• **ASSIGNMENT**: Your answer should consist of every line in the records that holds "class".

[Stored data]
>>>>>
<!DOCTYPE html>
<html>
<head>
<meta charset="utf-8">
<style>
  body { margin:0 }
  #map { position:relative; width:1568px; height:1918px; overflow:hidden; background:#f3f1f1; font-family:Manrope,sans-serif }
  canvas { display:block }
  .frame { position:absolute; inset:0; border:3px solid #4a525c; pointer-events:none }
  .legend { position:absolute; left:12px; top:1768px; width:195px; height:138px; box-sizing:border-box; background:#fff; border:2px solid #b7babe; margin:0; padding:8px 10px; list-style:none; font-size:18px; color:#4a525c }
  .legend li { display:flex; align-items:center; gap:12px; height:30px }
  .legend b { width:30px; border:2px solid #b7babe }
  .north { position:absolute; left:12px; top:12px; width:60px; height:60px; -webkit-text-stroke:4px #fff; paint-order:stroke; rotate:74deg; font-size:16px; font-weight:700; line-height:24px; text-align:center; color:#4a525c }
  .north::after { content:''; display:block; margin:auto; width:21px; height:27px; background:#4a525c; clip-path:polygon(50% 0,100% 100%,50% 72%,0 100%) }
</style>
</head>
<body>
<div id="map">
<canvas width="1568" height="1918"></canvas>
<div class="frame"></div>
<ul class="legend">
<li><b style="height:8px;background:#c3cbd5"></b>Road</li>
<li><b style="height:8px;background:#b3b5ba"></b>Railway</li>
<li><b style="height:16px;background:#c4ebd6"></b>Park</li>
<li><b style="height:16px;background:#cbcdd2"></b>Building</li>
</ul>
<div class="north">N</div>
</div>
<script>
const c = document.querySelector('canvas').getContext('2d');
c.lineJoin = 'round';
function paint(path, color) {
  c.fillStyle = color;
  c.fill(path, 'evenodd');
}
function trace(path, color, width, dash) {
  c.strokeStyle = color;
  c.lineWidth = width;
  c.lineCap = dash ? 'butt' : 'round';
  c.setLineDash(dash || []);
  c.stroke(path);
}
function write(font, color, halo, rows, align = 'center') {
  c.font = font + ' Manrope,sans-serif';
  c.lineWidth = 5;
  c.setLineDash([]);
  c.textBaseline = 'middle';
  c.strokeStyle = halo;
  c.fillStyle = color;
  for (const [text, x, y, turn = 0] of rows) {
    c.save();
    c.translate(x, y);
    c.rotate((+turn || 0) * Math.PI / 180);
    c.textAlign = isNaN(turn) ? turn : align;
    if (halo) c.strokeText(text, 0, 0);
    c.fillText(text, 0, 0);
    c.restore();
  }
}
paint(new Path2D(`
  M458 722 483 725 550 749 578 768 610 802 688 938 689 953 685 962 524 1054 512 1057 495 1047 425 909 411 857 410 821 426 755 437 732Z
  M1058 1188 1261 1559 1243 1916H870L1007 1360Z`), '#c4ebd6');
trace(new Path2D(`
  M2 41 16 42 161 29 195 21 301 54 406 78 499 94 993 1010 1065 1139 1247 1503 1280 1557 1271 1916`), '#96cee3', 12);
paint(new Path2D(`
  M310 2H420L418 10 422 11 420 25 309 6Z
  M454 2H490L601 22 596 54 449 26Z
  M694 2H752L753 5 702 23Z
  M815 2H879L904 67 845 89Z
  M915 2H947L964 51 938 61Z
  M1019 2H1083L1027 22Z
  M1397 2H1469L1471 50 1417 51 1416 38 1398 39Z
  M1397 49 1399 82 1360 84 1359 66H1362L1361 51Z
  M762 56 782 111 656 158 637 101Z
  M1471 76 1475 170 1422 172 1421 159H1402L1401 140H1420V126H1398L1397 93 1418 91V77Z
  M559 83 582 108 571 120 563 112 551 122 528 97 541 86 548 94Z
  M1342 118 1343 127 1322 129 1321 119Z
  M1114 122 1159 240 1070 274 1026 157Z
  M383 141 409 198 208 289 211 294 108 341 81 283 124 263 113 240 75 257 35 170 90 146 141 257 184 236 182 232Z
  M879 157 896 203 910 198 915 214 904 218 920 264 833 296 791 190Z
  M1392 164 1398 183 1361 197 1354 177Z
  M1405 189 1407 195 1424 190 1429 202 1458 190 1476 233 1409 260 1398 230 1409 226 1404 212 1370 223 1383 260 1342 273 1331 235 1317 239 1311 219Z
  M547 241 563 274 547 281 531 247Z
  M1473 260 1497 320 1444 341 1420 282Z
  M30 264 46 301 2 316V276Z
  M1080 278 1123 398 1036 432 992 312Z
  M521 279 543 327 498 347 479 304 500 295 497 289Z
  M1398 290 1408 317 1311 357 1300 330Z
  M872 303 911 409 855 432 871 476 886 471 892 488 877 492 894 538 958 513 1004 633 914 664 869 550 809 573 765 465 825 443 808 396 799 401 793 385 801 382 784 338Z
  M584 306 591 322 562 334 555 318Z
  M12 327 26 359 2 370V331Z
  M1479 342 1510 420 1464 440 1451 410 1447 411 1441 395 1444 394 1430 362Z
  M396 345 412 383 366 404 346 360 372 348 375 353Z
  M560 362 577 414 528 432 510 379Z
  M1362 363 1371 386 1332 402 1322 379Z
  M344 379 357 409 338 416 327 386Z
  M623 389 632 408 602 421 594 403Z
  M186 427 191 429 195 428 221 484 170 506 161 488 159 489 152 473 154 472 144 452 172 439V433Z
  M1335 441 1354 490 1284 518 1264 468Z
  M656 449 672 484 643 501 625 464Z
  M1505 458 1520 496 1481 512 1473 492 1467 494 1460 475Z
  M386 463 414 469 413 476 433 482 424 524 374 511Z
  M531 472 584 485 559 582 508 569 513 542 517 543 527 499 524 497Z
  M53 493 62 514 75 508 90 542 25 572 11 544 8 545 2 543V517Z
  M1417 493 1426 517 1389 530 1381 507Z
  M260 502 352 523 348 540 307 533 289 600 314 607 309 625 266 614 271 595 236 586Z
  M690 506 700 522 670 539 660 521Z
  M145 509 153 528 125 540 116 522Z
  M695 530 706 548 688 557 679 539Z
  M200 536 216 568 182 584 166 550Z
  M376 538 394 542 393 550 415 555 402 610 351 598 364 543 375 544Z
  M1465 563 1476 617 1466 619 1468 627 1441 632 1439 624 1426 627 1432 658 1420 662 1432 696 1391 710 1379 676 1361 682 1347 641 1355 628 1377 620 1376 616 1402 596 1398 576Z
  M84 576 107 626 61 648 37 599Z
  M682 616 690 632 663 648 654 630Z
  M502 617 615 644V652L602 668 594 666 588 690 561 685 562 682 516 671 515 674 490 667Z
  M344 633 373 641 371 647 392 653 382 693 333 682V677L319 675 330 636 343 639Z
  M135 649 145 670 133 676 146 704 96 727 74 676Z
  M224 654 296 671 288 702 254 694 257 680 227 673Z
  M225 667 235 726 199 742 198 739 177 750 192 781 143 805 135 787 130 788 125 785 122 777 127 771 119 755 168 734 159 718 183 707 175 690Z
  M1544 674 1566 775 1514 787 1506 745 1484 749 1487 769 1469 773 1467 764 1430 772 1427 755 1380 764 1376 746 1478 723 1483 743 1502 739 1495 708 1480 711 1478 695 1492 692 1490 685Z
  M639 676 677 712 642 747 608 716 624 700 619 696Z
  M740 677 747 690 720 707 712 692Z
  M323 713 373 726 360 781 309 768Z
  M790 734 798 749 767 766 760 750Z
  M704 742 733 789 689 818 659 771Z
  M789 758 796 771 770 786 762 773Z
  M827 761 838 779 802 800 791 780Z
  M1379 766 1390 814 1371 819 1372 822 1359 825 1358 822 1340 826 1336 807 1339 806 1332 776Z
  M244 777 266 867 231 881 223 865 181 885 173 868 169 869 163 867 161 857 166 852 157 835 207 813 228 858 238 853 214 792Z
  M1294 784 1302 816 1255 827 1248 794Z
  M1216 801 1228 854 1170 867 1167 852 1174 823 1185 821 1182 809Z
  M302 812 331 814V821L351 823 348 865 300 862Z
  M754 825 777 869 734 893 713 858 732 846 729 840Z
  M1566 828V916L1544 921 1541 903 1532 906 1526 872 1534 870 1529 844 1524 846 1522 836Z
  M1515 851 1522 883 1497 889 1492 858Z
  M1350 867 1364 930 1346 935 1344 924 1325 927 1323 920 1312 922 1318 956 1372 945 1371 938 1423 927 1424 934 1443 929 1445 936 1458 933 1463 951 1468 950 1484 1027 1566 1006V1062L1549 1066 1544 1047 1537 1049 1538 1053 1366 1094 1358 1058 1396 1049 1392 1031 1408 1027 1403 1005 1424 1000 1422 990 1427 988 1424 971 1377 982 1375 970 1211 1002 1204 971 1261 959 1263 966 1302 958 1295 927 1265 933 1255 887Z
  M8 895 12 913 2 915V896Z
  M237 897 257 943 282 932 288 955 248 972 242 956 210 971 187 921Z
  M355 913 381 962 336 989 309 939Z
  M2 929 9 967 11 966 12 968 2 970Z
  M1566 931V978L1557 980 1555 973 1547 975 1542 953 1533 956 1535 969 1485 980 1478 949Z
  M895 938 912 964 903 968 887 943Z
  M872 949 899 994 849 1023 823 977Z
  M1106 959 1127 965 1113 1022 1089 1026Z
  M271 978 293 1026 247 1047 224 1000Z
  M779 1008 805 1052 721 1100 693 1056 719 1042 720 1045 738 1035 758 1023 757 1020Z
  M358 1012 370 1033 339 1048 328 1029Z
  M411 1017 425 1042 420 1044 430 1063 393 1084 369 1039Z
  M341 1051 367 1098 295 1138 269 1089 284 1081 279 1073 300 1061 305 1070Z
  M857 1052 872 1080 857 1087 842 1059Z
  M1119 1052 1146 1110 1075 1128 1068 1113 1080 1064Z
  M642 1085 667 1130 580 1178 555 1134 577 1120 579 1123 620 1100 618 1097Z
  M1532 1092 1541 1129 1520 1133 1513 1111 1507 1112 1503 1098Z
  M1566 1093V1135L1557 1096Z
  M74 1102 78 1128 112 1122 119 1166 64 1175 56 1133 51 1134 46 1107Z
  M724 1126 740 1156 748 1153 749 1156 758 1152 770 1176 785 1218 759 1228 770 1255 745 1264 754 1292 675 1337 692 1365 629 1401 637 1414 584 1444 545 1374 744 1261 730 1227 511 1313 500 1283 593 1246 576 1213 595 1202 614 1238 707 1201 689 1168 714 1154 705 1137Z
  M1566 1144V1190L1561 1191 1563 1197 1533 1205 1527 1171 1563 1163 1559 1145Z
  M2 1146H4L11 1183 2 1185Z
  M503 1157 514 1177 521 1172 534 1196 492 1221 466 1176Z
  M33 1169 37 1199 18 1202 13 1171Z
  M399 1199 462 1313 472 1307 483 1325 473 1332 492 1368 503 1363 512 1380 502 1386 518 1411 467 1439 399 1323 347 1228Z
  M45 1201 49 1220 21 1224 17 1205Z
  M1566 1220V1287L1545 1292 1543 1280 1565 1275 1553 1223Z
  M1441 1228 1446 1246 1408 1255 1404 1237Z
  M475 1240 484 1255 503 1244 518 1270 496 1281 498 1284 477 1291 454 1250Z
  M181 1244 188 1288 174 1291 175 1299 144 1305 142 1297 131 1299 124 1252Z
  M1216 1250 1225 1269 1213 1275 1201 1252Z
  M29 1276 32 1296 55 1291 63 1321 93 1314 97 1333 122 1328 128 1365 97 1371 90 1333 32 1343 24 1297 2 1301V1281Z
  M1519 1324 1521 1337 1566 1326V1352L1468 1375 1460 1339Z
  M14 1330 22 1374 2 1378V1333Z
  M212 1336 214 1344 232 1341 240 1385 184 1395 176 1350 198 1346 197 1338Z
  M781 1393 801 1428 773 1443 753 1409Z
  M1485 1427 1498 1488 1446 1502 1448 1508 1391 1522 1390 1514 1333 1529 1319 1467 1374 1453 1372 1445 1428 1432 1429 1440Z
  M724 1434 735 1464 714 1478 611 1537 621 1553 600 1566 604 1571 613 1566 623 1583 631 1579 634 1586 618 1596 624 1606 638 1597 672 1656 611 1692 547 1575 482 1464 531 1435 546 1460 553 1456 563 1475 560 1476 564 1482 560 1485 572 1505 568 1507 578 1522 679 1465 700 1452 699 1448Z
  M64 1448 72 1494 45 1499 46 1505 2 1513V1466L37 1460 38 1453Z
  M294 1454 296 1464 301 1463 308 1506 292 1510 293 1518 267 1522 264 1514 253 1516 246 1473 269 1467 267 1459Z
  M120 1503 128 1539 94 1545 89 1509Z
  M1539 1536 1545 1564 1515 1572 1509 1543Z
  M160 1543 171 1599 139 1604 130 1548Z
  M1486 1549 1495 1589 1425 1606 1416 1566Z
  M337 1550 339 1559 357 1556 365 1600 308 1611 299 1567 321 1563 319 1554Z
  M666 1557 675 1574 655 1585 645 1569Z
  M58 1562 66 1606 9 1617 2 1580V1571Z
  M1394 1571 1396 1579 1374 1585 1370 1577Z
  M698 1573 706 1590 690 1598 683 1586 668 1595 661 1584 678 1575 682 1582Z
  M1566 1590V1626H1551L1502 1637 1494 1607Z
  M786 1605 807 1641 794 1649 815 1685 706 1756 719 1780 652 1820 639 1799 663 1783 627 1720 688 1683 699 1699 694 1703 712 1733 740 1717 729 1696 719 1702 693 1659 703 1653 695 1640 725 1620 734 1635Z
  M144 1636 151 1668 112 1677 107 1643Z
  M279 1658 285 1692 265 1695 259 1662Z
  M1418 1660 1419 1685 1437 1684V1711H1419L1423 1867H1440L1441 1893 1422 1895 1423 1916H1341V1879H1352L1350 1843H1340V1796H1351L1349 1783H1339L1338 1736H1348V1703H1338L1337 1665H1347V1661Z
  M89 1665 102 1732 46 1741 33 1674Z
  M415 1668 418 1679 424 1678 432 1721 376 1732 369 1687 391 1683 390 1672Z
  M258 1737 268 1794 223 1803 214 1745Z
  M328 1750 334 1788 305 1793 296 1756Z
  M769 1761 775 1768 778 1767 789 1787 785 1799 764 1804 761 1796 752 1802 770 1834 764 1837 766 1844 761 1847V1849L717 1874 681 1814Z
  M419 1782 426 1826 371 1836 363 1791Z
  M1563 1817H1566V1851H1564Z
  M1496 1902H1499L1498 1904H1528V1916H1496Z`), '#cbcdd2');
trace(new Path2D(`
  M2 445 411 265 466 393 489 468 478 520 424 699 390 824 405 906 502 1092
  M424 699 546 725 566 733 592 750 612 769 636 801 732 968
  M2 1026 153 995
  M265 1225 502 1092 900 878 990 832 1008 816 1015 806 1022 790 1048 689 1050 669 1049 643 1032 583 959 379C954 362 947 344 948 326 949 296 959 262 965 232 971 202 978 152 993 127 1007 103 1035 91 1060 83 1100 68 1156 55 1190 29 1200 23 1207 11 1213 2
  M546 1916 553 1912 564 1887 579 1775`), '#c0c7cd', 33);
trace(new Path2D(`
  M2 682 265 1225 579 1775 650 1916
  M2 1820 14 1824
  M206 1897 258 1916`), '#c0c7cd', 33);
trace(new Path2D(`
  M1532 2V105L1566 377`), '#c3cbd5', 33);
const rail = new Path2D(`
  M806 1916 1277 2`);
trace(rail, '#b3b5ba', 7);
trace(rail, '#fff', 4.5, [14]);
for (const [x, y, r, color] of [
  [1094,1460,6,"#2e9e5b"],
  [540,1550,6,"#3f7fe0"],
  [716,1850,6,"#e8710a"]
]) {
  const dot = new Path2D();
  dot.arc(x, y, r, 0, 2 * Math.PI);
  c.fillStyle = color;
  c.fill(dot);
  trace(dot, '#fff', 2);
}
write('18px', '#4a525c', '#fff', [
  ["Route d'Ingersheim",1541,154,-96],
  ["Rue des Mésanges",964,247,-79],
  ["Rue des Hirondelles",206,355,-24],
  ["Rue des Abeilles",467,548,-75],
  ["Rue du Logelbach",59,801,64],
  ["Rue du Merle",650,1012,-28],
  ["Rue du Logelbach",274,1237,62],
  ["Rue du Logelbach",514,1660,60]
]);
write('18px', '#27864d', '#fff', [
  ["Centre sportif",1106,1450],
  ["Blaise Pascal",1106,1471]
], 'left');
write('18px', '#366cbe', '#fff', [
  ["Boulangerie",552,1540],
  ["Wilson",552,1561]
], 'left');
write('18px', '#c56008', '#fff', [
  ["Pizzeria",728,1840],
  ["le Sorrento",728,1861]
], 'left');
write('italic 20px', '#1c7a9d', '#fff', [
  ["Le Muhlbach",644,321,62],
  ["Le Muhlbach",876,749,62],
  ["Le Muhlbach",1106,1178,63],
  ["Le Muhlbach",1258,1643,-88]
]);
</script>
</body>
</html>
<<<<<
• **YOUR SOLUTION**:
<div class="frame"></div>
<ul class="legend">
<div class="north">N</div>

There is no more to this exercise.